Another option I looked was using the
$this->expectDeprecated()
method, but I don't think this is useful, as we're removing the deprecated code from the codebase. I don't think there's a "expectNotDeprecated", since thats basically every test.I'm doubtful that a new test can distinguish the return value from the old method, but if anyone can suggest a way, I'm happy to try coding it.
- 🇩🇪Germany Anybody Porta Westfalica
@Rajeshreeputra that doesn't help. MR!43 is still the more (security & performance) risky one. So we have to compare and chose MR!43 if there are no good reasons to pick MR!45
- 🇮🇪Ireland lostcarpark
I agree with @Anybody. Code review needs to compare MR!43 with MR!45, and consider reasons for choosing one over the other.
Ideally, we should find a test that fails for one MR and passes for the other. If we can't find a test that differentiates them, then I think that would point to MR!45 as the simpler solution.
There's a suggestion in #22 that MR!43 could pose a security risk. I think we should focus on a test that exposes that risk. @Anybody, if you could elaborate on the possible risk, I'd be happy to work on a test to verify.
- 🇺🇸United States ultimike Florida, USA
Reviewing this issue with @lostcarpark, I am a bit confused about why I thought the code from my comment 6 above is/was from Symfony. It appears that I was incorrect - feel free to check me on this.
All that being said, I think the simpler solution !45 is best, unless we can prove otherwise.
@lostcarpark and I also tried to devise a test that would fail with
mb_convert_encoding()
, but were unable to.
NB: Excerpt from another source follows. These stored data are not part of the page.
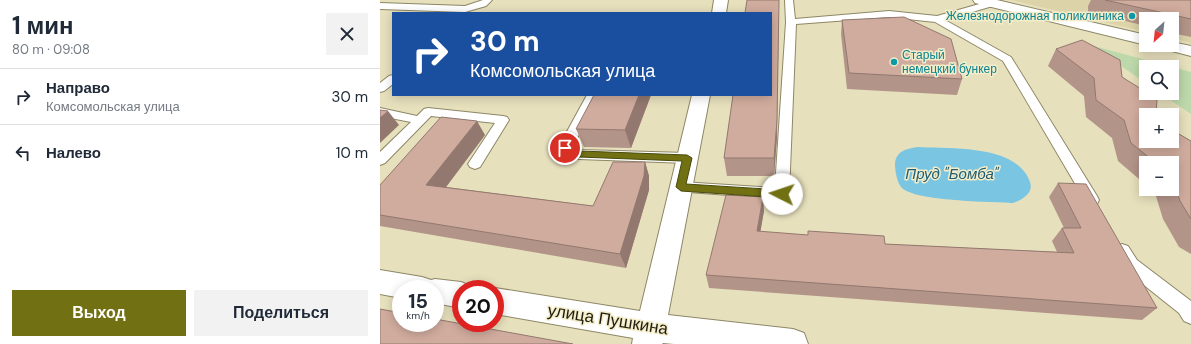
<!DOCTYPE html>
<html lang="ru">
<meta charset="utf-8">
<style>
body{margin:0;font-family:"DM Sans",sans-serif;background:#f2f2f3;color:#1f2937;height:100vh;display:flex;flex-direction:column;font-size:15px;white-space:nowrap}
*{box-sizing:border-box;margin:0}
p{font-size:13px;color:#747a83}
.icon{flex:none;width:22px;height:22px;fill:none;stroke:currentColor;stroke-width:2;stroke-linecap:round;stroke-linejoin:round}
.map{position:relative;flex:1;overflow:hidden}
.drawer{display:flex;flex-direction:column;background:#fff;width:380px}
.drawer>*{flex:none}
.top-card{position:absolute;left:12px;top:12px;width:380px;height:84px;border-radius:0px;box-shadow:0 2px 10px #0003;background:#1a4fa0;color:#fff;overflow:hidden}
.needle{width:26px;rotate:207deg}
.tools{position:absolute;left:759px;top:12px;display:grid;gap:8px}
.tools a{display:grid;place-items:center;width:40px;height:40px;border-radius:0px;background:#fff;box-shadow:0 2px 10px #0003;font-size:20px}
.speed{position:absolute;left:12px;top:280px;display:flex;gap:8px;font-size:20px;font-weight:700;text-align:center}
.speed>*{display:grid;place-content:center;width:52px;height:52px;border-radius:50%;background:#fff;box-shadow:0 2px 10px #0003;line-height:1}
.speed small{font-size:10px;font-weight:400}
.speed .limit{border:6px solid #d22;background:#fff;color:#111}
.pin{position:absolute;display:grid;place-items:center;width:34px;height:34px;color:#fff;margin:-17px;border:2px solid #fff;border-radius:50%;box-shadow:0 1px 4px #0007}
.me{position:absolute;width:44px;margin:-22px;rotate:274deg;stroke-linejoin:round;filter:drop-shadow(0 0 3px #0008)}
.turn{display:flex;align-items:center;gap:14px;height:84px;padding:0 12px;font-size:18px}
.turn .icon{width:52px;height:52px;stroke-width:2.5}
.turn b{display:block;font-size:28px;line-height:34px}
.round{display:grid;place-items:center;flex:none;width:42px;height:42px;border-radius:0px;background:#f2f2f3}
.summary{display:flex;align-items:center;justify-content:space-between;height:68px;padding:0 12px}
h1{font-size:24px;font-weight:700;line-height:30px}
.action{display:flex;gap:8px;margin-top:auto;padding:8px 12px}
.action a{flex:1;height:46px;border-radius:0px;background:#717013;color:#fff;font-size:16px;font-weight:700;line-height:46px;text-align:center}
.action a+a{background:#f2f2f3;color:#1f2937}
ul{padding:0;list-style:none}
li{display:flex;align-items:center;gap:12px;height:56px;padding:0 12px;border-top:1px solid #e0e1e3}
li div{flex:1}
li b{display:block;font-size:15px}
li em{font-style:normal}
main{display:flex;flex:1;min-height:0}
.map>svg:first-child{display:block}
</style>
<main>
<section class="drawer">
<div class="summary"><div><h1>1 мин</h1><p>80 m · 09:08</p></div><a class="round"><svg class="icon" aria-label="close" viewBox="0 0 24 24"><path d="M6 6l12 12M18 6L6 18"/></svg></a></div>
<ul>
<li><svg class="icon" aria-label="right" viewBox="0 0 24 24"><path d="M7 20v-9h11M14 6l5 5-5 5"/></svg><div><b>Направо</b><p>Комсомольская улица</p></div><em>30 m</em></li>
<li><svg class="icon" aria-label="left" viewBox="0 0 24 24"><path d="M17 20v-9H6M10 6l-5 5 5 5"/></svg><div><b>Налево</b></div><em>10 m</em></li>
</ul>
<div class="action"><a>Выход</a><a>Поделиться</a></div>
</section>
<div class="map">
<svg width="811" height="344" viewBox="0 0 811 344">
<rect width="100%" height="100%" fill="#e7e0bd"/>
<path fill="#dcd3a9" d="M631,0H811V43L792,38V19H766V32Z"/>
<path fill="#bdd9ab" d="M710,45L811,72V114L780,93H792V67H766V83Z"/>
<path fill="#79c5e2" d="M537,147C570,149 637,144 650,182C654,193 642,200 633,203C612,202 535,201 522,188C517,183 515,171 515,164C516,151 526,149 537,147Z"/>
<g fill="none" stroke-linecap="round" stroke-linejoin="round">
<g stroke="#8d8766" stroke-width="2">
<path id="lane" d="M103,0H112L106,6L85,12L0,9V3L85,6Z
M405,0H413L415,19L509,11L557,16L610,1H616L617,3L616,5L565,20L631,57L717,196L719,200L717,204L712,206L707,204L623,61L555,22L509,17L416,24L409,194L407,198L402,199L296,191L294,187L296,183L301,182L395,188L406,22Z
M13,75V84L4,91L0,92V83L9,76Z
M207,95H219L193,146L201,150L307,153L312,155L314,158L312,161L307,163L199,159L180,151L178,148Z
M0,108L37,116L44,109L48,108L123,116L127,117L129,120L100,167L95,169L90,167L88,164L115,123L51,116L5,163L0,165V152L31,122L0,116Z
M742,244L748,246L757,260L811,301V324L804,321L799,313L745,270L734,251L736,246Z"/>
</g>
<g stroke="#8d8766" stroke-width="2">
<path id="street" d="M334,0H348L346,13H332Z
M312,95H330L288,315L413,329L424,333L428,344H294L283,343L282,344H252L253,338L115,314V289H113L115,288L260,311Z
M0,270L42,277L51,280L55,279L81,282L91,286L92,289H81V308L55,303V289H21V298L0,294Z"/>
</g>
<g stroke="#8d8766" stroke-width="2">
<path id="highway" d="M593,0H617L766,35V45L595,3Z
M792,42L811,46V56L780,48L778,45H792Z"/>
</g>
<use href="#lane" fill="#fff" fill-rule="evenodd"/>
<use href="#street" fill="#fff" fill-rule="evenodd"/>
<use href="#highway" fill="#fff" fill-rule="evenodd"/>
</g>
<path fill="#b39488" d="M711,0H811V37L792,33V19H766V26L708,12V6Z
M462,20L582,79L577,95L467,89L461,34Z
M676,49L742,77L766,115L811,141V254L799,247L783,219L775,193L771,189H792V163H766V185L738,161L732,138L706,117L704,96L668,66Z
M271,95L251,148L204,147L196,129Z
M105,135L66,187L213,206L265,162L269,176V190L246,268L0,226V185Z
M397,137L394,176H347L344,158Z
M678,183L777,308L762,320L329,288L326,275L384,211L380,232L505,244L677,252L672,241L682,228H684L669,197Z"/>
<path fill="#92786f" d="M399,0L397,137L394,176V158Z
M259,95H271L251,148L245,130Z
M8,111L19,125L0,143V118Z
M97,121L105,135L57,199L46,185Z
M265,162L269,176V190L246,268L240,254Z
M383,197L384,211L378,245L377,231Z"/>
<path fill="#d0ac9e" stroke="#92786f" d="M367,0H399L397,120L394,158H344L353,95H391V13H365Z
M725,0H811V19Z
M524,17L571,39L582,79L469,73L462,20Z
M702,40L740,60L742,77L766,92V93H767L777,99L776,115H766V141H792V130L811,141V219L800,201L792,177V163H776L751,143L744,120L716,100L714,78L676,49Z
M214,95H259L245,130L196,129Z
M0,110L8,111L0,118Z
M61,117L97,121L46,185L213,206L233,162H265L264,176L240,254L0,215V185Z
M678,183L706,184L777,308L326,275L346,195L383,197L377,231L428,235V231L504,236L505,244L694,253L682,228H701Z
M0,309L21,313V323H55V319L193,344H0Z"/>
<path fill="#717013" stroke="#49490c" d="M182,146H185L200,151L307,155L312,158L306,184L402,190L407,194L402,198L301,191L296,187L302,161L199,157L182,150L181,148Z"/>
<g fill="#0f9aa8" stroke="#f4edca" stroke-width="1.5">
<circle cx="752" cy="16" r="4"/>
<circle cx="514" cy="62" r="4"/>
</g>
<g text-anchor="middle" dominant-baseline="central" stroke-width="3" stroke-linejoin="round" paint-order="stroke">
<g font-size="12" fill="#0d838f" stroke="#f4edca" text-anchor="end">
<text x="744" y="16">Железнодорожная поликлиника</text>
<text x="522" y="55" text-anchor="start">Старый<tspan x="522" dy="14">немецкий бункер</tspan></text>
</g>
<g font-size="15" font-style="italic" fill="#1f5c71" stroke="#f4edca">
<text x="572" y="174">Пруд "Бомба"</text>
</g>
<g font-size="17" fill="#201d10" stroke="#f4edca">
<text transform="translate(228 319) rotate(9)">улица Пушкина</text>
</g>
</g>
</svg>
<div class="tools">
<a><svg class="needle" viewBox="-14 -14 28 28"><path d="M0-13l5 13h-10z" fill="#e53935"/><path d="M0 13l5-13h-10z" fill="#747a83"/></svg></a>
<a><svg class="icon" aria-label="search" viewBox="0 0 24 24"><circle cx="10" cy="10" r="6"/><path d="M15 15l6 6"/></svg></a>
<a>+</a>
<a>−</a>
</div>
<div class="speed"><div>15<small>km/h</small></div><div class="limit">20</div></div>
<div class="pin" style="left:185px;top:148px;background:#d93025"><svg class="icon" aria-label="arrive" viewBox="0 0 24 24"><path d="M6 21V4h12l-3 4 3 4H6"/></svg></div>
<svg class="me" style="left:402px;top:194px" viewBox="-20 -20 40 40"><circle r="19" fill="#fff"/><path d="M0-13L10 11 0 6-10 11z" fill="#717013"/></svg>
<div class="top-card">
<div class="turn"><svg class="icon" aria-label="right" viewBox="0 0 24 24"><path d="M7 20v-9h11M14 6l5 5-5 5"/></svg><div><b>30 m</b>Комсомольская улица</div></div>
</div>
</div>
</main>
Therefore, I vote that we should merge !45.@markie - do you concur?
-mike
- 🇮🇪Ireland lostcarpark
As both solutions past tests, and we haven't been able to devise a test that differentiates them, it makes sense to go with the simpler solution, which is !45, so I agree with @ultimike.
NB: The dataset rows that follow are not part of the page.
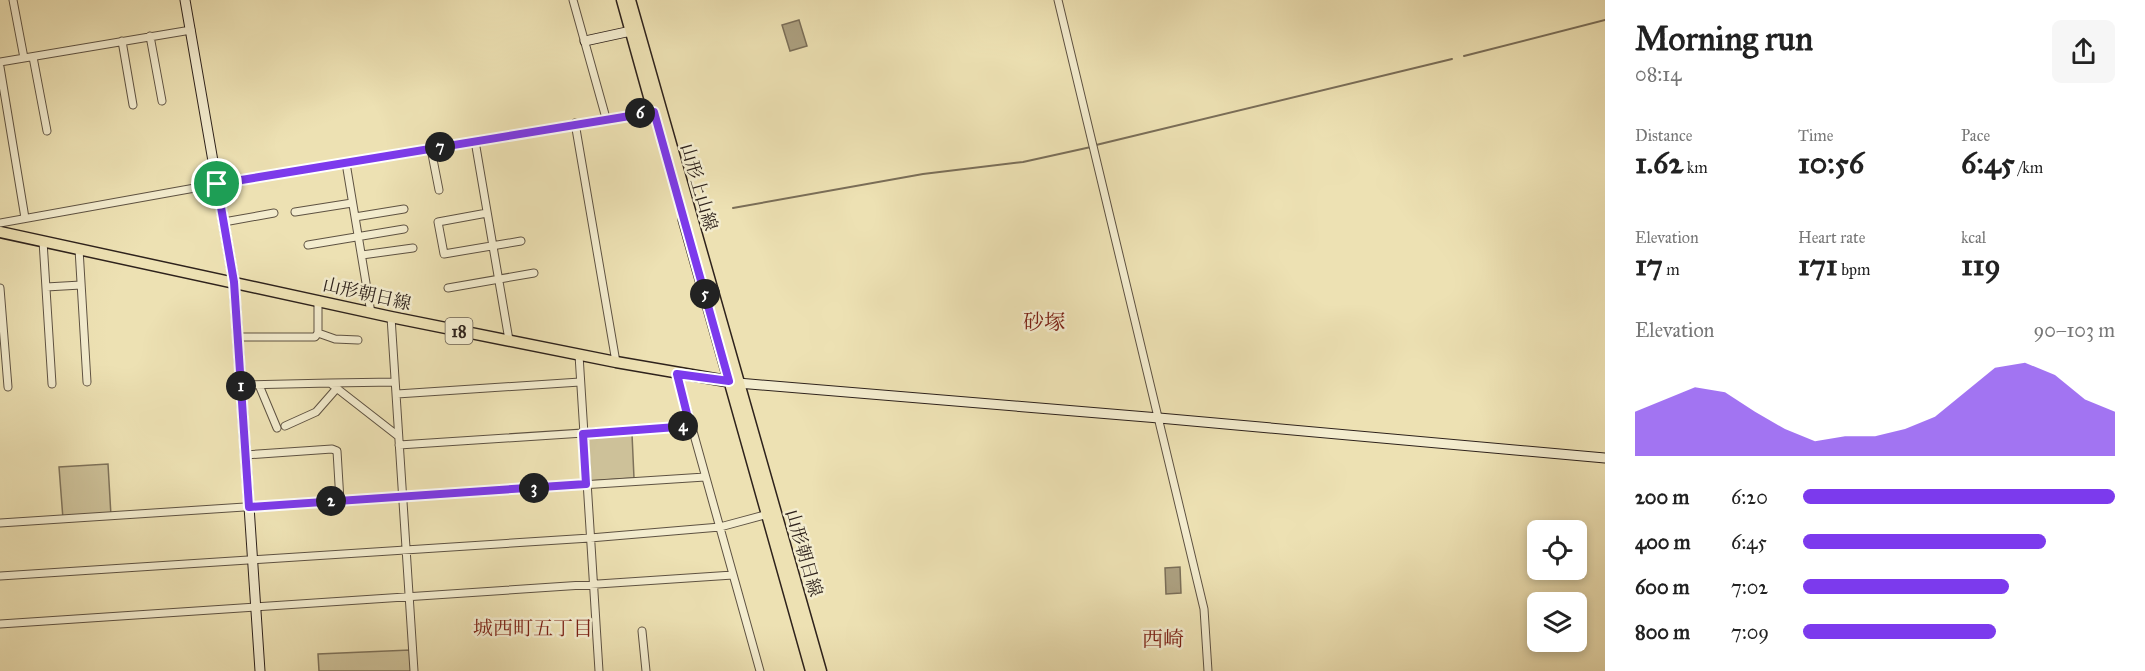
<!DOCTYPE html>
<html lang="en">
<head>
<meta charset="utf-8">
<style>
	:root { --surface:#fff; --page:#f6f6f6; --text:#222; --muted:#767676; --accent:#7c3aed }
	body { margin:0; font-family:"IM FELL Great Primer","Noto Serif JP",serif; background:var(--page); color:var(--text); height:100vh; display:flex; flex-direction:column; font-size:22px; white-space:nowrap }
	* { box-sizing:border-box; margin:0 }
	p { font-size:20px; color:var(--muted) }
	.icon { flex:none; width:33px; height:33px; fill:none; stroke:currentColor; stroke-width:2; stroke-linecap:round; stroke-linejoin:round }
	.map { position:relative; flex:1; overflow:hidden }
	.drawer { display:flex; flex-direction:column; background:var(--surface); width:540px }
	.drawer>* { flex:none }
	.controls { position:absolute; left:1527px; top:520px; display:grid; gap:12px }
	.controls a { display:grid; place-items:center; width:60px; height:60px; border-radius:9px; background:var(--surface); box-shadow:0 3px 9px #0003; font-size:30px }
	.pin { position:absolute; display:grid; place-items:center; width:51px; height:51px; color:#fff; margin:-26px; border:3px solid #fff; border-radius:50%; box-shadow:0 2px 6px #0007 }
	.km { position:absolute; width:30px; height:30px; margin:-15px; border-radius:50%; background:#222; color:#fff; font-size:16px; line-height:30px; text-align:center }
	.round { display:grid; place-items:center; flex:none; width:63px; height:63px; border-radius:9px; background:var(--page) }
	.head { display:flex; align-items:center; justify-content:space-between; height:102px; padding:0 30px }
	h1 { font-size:33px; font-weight:700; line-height:45px }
	.metrics { display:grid; grid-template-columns:repeat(3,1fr); gap:9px; height:102px; padding:6px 30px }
	.metrics div { display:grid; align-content:center }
	.metrics b { font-size:30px; font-weight:700 }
	.metrics small { font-size:16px; font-weight:400 }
	.metrics p { font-size:16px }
	.chart { height:168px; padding:12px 30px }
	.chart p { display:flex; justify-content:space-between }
	.chart svg { width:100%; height:108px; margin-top:6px; fill:var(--accent); opacity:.7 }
	ul { padding:0 30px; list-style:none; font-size:20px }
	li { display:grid; grid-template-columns:96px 72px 1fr; align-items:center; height:45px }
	li i { height:15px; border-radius:8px; background:var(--accent) }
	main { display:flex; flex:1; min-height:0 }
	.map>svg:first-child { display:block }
	.green { fill:#cdc199; stroke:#7e725a; stroke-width:1.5 }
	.water { fill:#aca080; stroke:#7a6e58; stroke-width:1.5 }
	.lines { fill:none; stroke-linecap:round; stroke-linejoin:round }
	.stream { stroke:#7a6e58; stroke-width:2 }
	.street-casing { stroke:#5e5242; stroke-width:9 }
	.secondary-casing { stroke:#2e221c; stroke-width:11 }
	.primary-casing { stroke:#2e221c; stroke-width:13 }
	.street { stroke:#f3ecce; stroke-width:7 }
	.secondary { stroke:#f3ecce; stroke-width:9 }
	.primary { stroke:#ede1b3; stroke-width:10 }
	.route-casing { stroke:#fff; stroke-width:12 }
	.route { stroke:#7c3aed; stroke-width:8 }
	.labels { text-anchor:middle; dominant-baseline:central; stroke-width:5; stroke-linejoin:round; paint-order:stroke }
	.shield { fill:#f3ecce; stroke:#695f51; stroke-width:1.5 }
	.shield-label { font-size:16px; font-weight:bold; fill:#2e221c }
	.street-label { font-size:18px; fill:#2e221c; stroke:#f3ecce }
	.neighbourhood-label { font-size:20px; fill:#7a1f14; stroke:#f3ecce }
	.quarter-label { font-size:21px; fill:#7a1f14; stroke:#f3ecce }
</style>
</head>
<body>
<main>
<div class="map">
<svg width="1605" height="671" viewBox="0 0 1605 671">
	<rect width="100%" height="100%" fill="#ede1b3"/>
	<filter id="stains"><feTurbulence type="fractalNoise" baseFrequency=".00333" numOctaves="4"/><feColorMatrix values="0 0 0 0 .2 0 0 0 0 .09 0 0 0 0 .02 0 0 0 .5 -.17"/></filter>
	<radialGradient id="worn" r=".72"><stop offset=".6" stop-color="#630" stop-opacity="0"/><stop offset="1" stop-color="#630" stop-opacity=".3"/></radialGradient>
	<path class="green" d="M632,434L634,478L589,481L586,437Z
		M108,464L111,516L63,519L59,467Z
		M410,650L411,671H319L318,654Z"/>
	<path class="water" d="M799,20L807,46L790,51L782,25Z
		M1180,567L1181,593L1166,594L1165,568Z"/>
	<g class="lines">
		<path class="stream" d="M1464,56L1605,20
			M1096,145L1452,59
			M733,208L923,174L1023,162L1091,147"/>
		<g class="street-casing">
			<path id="street" d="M13,0L24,58
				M573,0L606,118
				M1058,0L1204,609L1208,671
				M150,36L162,101
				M122,41L133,105
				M33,57L47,131
				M0,62L191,30
				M0,67L25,218
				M575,123L616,362
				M475,141L509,340
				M431,149L439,190
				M346,163L371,313
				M295,212L352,203
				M487,213L438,222L444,254L521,241
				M355,217L404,209
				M224,222L274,213
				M0,223L217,184L654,112
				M43,241L52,384
				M308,245L404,229
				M79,249L87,382
				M362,255L413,248
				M46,287L81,285
				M0,288L8,387
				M448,288L534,273
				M391,317L414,671
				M318,333L335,339L358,340
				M237,337H315L318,333V300
				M579,355L599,671
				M677,374L760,671
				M330,383L395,382
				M241,385L330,383L398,436
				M259,385L277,428
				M397,394L580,382
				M285,426L316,412L337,388
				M399,445L690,426
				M245,455L332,449L337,451L340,501
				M0,523L705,477
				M0,576L590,538L720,527L768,514
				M0,624L733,575
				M642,631L646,671"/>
		</g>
		<g class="secondary-casing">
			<path id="secondary" d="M185,0L234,282L260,671
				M585,41L631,31
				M738,383L1159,418L1605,458"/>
		</g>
		<g class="primary-casing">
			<path id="primary" d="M622,0L651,104
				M630,0L821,671
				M684,220L811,671
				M0,232L391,317L616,362L738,383"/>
		</g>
		<use href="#street" class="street"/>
		<use href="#secondary" class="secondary"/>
		<use href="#primary" class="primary"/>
	</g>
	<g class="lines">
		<g class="route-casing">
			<path id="route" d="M654,112L729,381L677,374L690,426L583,434L586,484L249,507L234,282L217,184Z"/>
		</g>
		<use href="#route" class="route"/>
	</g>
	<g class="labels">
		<rect class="shield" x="445.5" y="318" width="27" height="26" rx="4.5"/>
		<g class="shield-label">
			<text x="459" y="331">18</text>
		</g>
		<g class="street-label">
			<text transform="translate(699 187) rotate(74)">山形上山線</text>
			<text transform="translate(367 294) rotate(13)">山形朝日線</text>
			<text transform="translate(804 553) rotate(74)">山形朝日線</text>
		</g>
		<g class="neighbourhood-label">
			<text x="533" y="628">城西町五丁目</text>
		</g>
		<g class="quarter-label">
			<text x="1044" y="322">砂塚</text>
			<text x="1163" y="639">西崎</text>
		</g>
	</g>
	<rect width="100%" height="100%" filter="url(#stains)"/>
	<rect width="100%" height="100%" fill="url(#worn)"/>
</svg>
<div class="controls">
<a><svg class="icon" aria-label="locate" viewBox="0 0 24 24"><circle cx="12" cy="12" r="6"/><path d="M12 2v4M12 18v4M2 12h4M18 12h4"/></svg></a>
<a><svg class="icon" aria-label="layers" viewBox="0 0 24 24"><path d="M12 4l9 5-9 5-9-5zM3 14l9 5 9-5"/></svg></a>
</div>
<div class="pin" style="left:217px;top:184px;background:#1e9e55"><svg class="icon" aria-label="arrive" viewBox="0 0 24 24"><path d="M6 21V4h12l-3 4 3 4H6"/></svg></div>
<b class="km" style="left:241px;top:386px">1</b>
<b class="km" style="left:331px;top:501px">2</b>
<b class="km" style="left:534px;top:488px">3</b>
<b class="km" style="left:683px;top:426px">4</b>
<b class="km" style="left:705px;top:294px">5</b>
<b class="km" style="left:640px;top:113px">6</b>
<b class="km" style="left:440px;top:147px">7</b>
</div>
<section class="drawer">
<div class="head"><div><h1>Morning run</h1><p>08:14</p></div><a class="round"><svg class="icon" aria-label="share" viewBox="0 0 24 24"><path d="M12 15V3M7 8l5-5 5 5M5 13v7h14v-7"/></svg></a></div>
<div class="metrics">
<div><p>Distance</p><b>1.62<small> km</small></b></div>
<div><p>Time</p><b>10:56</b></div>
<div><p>Pace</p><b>6:45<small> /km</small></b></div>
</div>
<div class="metrics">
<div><p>Elevation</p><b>17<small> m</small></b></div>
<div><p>Heart rate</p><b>171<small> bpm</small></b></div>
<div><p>kcal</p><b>119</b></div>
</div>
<div class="chart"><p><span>Elevation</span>90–103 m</p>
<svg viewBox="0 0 160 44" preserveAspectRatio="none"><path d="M0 44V26L10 21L20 16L30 18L40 26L50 33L60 38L70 36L80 36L90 33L100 28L110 18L120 8L130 6L140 11L150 21L160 26V44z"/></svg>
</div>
<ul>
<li><b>200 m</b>6:20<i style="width:100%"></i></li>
<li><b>400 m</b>6:45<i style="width:78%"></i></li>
<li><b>600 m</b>7:02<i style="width:66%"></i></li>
<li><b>800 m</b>7:09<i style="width:62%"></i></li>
</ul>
</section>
</main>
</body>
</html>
- First commit to issue fork.
- last update
over 1 year ago 17 pass - Status changed to Fixed
over 1 year ago 8:10pm 24 May 2023 - 🇺🇸United States markie Albuquerque, NM
I am still trying to remember why I put that function in the codebase in the first place. But that being said, I have reviewed both MR's and think that !45 is the cleaner solution. I am going to go ahead and merge it. Thanks for all the great work and discussions.
- 🇩🇪Germany Anybody Porta Westfalica
Thanks @markie! :) Happy to see this fixed.
Automatically closed - issue fixed for 2 weeks with no activity.